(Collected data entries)

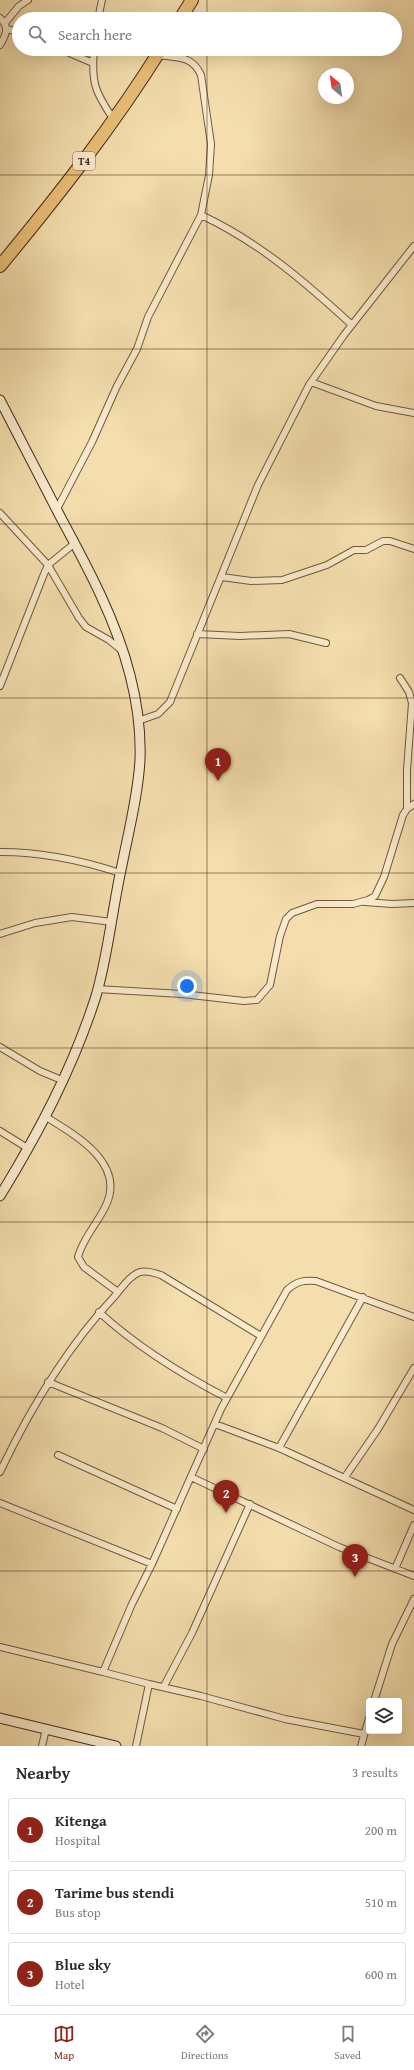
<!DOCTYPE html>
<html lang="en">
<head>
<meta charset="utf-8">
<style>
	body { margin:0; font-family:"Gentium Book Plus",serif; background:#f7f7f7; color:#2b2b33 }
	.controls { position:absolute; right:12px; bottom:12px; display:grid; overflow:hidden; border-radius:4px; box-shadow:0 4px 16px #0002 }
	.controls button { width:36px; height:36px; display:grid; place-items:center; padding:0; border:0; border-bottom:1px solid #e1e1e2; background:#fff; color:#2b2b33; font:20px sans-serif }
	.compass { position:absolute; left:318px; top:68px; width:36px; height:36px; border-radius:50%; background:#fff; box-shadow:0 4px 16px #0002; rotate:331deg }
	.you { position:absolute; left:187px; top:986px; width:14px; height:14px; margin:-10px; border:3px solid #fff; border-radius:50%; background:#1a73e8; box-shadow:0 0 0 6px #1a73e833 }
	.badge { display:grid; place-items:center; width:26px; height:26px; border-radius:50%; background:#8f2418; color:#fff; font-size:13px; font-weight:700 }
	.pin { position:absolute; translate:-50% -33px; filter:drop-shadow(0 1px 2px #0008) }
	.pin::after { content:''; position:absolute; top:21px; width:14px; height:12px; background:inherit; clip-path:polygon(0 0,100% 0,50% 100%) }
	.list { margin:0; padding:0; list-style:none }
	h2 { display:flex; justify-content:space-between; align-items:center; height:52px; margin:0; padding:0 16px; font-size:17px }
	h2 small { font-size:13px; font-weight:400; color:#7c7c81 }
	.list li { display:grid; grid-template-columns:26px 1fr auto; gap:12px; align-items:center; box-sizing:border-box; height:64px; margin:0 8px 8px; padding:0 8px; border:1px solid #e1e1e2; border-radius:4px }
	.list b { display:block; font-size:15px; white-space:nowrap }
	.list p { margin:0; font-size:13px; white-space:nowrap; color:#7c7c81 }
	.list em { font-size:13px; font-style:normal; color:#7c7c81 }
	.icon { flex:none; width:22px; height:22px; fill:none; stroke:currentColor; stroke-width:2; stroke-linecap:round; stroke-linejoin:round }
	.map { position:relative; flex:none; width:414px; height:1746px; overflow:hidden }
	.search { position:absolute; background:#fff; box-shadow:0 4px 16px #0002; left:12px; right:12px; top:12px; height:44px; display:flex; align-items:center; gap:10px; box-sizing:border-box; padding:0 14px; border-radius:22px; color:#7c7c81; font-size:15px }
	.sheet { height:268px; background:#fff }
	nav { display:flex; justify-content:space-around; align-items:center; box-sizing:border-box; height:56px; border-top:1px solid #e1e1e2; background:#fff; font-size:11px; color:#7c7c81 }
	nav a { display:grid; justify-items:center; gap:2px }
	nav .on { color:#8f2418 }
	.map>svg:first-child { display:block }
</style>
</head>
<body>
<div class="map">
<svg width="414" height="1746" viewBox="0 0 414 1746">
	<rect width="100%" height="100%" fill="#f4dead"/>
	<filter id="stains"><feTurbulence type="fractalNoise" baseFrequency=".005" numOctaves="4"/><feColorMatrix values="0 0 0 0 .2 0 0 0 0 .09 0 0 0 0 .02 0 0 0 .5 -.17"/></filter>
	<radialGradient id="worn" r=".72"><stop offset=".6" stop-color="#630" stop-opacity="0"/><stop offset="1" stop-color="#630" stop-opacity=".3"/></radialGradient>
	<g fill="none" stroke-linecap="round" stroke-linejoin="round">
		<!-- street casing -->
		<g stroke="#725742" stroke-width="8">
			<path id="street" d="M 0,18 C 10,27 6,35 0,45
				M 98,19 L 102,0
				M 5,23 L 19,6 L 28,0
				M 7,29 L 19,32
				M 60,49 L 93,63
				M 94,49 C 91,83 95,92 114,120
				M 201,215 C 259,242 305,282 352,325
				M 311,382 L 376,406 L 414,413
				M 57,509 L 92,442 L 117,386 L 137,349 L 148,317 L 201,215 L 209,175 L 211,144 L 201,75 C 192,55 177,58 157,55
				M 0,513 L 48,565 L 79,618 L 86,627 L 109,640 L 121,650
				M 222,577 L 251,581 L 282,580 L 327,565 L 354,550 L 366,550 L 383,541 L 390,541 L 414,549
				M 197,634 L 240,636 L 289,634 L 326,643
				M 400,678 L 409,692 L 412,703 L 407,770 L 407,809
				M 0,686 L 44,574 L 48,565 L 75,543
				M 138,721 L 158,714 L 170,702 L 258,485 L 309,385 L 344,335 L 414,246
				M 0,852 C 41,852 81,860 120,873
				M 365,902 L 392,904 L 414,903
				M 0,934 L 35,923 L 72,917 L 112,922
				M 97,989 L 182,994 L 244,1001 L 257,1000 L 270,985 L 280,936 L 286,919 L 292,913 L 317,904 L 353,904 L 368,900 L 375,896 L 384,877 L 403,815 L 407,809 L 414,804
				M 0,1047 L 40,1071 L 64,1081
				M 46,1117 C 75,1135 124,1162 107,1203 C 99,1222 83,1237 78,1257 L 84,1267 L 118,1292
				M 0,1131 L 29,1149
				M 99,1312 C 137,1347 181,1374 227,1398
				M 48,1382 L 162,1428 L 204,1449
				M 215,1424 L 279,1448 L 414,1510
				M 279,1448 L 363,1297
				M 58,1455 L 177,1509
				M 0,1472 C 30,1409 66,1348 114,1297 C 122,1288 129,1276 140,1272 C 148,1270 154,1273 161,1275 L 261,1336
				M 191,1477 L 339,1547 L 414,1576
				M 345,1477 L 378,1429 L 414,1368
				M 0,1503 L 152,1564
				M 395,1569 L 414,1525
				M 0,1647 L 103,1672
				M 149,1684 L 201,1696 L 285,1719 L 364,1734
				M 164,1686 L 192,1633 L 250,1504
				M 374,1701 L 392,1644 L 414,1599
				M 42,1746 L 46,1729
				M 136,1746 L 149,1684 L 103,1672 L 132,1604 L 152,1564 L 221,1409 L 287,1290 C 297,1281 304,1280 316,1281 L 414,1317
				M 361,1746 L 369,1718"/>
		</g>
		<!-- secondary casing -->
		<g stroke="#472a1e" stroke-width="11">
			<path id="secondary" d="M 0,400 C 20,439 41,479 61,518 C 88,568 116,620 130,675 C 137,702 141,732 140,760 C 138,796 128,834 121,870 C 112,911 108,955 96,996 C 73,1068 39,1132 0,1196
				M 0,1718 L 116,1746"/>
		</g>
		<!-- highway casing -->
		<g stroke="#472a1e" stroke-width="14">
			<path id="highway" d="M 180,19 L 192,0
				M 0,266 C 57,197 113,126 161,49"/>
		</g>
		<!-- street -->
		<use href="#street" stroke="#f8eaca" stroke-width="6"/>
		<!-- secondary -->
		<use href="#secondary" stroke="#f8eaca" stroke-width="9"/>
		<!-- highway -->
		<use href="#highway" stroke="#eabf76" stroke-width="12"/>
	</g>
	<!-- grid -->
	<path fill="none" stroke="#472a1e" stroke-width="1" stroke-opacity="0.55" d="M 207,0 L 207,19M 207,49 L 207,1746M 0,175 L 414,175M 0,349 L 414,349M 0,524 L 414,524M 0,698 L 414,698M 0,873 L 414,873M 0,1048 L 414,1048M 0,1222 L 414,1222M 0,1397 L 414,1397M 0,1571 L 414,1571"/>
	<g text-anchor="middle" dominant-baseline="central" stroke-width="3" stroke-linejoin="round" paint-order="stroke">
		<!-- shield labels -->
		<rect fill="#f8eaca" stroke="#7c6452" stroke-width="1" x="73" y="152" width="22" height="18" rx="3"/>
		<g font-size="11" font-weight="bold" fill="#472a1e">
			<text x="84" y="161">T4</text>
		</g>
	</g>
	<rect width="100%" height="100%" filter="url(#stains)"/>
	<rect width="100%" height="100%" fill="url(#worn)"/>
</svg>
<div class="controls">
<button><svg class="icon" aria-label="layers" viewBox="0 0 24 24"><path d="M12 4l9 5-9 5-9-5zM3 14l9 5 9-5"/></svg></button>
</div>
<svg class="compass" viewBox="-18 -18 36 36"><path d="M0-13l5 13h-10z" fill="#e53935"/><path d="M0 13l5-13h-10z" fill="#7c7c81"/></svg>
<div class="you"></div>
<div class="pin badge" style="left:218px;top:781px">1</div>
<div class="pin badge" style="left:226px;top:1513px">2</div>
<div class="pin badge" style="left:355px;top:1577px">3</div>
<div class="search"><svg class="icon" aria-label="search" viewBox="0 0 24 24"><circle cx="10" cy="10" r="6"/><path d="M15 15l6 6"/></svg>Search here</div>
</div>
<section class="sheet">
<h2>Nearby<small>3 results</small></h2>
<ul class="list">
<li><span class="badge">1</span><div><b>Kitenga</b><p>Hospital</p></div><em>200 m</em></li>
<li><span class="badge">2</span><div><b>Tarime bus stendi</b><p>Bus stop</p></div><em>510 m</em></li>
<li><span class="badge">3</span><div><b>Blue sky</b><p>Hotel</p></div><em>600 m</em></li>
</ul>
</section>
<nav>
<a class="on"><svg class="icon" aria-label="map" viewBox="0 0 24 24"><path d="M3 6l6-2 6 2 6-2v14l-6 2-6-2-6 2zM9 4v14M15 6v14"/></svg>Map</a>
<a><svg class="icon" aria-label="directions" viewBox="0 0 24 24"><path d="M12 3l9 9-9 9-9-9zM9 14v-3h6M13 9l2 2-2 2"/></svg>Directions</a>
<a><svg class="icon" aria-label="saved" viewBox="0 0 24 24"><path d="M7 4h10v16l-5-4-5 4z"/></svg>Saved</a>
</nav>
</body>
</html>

→ **What you have to do**: After dropping the pictures, reproduce exactly the lines from the first line of the entries through the line containing "width:36px; height:36px; display:grid;", both included.

→ **Task solution**:
<!DOCTYPE html>
<html lang="en">
<head>
<meta charset="utf-8">
<style>
	body { margin:0; font-family:"Gentium Book Plus",serif; background:#f7f7f7; color:#2b2b33 }
	.controls { position:absolute; right:12px; bottom:12px; display:grid; overflow:hidden; border-radius:4px; box-shadow:0 4px 16px #0002 }
	.controls button { width:36px; height:36px; display:grid; place-items:center; padding:0; border:0; border-bottom:1px solid #e1e1e2; background:#fff; color:#2b2b33; font:20px sans-serif }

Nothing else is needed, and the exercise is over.